(Collected data)
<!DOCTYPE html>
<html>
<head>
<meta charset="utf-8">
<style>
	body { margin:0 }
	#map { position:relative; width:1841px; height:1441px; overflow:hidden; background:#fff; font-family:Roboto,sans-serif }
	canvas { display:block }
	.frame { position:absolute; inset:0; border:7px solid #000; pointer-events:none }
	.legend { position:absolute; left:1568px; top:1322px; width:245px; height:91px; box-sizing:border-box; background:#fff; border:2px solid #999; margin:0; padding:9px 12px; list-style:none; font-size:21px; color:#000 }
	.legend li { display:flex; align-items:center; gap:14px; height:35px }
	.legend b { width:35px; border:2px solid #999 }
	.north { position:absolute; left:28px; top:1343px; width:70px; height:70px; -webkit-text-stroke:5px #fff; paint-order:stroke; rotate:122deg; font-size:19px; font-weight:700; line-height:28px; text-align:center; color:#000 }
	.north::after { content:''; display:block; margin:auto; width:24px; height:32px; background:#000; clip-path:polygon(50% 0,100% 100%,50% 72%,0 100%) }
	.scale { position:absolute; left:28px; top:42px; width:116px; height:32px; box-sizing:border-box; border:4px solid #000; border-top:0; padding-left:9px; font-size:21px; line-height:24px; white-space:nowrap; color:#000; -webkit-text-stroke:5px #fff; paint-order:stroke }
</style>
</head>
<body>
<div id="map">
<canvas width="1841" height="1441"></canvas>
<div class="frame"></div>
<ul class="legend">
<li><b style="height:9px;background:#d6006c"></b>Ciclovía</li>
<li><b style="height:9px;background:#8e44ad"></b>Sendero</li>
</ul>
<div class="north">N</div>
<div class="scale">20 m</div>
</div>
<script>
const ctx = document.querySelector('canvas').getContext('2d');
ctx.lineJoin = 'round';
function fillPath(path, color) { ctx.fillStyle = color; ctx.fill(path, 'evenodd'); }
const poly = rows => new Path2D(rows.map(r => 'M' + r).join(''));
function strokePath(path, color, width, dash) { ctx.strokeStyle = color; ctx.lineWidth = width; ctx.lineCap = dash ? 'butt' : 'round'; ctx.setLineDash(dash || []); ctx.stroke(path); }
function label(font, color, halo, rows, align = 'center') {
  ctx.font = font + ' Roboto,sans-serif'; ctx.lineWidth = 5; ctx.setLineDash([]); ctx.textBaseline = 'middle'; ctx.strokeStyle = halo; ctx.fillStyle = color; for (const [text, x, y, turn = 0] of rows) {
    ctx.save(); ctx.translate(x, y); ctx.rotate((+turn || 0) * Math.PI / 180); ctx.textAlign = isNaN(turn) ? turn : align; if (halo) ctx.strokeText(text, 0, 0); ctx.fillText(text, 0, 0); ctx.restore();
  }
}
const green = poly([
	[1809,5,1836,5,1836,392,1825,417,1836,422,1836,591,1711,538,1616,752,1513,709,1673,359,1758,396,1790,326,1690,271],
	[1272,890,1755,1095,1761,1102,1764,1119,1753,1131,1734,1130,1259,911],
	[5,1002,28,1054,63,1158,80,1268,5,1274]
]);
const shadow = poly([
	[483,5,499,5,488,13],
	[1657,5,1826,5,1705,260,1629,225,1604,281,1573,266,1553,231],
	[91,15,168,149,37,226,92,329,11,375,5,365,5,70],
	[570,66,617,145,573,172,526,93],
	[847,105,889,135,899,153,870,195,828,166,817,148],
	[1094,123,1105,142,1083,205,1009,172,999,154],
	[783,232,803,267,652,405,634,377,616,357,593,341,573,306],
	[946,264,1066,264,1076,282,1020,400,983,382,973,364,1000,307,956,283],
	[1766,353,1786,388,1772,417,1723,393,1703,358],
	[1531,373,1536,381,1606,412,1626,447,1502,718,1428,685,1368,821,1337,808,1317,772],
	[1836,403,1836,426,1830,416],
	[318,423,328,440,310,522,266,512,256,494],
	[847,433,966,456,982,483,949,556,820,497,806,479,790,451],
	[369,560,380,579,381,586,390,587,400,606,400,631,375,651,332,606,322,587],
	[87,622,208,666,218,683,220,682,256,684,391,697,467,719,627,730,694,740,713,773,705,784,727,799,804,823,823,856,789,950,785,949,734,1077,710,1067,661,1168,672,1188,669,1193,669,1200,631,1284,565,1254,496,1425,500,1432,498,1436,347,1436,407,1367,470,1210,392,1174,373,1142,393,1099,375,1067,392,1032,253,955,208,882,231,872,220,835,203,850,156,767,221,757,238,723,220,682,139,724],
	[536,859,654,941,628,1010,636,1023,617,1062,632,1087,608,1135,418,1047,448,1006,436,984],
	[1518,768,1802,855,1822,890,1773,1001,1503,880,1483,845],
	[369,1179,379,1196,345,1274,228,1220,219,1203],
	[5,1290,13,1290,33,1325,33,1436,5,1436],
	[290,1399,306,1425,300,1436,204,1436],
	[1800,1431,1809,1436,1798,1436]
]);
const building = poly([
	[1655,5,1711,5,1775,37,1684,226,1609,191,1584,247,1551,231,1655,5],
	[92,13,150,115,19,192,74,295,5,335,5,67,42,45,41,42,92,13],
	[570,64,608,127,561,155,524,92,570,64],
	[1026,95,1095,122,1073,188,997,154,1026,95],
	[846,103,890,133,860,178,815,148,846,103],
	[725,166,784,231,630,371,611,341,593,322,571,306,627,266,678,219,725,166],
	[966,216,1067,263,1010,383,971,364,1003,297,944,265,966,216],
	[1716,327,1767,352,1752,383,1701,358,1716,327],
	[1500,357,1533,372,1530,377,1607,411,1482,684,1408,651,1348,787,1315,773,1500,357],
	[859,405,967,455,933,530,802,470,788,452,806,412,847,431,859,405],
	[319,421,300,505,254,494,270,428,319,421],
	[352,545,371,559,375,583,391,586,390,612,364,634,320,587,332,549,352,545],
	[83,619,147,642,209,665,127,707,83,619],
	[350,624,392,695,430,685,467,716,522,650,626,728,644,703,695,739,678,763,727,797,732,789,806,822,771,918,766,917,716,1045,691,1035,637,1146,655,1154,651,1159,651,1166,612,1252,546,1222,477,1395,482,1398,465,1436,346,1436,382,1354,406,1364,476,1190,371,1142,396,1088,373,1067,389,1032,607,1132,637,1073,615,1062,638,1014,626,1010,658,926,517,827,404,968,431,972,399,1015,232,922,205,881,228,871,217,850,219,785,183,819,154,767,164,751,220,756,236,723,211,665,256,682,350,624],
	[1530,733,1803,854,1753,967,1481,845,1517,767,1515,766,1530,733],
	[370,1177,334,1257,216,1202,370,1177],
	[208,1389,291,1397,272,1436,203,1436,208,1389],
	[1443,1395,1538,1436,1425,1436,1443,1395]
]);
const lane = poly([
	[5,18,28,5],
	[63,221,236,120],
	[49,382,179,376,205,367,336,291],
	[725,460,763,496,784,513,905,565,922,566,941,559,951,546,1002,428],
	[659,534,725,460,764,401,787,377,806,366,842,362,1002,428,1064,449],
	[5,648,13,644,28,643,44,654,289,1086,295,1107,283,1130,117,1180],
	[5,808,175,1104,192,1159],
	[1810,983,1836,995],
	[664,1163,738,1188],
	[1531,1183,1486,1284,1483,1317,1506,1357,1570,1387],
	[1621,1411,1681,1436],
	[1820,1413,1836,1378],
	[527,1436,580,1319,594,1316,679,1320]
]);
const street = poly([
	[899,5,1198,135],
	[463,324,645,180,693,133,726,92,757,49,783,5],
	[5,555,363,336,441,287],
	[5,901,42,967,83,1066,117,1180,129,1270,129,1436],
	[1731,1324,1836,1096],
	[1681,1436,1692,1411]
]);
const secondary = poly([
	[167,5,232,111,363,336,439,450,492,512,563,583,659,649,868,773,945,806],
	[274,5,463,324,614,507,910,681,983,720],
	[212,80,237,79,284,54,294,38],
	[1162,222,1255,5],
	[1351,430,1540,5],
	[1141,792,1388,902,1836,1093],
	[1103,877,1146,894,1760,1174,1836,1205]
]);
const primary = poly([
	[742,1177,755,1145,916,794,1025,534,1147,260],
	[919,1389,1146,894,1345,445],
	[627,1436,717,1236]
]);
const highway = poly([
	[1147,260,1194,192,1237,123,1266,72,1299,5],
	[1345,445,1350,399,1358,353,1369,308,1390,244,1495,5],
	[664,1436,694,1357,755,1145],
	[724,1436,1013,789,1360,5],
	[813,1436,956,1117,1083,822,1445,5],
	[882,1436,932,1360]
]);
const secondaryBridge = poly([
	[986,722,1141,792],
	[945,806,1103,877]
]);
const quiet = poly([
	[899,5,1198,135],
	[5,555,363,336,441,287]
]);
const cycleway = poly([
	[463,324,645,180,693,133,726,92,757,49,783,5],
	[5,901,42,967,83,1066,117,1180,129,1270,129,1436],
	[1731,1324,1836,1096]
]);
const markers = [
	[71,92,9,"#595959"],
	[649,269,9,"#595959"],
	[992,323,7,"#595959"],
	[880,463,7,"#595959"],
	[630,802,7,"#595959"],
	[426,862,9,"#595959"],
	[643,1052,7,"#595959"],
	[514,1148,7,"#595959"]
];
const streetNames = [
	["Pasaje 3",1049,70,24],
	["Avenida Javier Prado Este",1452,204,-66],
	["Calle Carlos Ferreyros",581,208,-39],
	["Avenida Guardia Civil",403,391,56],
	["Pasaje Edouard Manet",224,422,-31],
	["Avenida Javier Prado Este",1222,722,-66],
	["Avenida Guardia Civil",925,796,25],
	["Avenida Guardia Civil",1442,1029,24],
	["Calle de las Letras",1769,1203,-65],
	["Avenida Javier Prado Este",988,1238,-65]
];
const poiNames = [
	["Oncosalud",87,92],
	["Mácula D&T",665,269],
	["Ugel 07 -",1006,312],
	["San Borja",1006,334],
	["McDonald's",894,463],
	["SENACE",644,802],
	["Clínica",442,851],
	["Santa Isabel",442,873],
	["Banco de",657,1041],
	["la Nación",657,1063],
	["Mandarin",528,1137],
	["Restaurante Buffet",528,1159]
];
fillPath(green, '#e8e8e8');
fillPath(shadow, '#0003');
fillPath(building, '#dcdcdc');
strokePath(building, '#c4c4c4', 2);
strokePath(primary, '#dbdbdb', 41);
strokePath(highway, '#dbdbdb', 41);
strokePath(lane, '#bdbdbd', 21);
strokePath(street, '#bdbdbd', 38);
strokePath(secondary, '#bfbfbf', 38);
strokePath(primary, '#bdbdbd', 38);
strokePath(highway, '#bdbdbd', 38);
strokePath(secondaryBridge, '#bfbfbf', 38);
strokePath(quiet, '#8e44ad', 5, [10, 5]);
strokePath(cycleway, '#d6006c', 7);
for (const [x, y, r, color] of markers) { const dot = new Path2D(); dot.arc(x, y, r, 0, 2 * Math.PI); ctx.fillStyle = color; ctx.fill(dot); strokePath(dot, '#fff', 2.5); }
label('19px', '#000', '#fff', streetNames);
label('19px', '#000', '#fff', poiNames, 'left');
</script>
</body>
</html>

■ **What to do**
Go through the records line by line and count those containing the string "canvas". Give only the total.

■ **Answer for this exercise**
3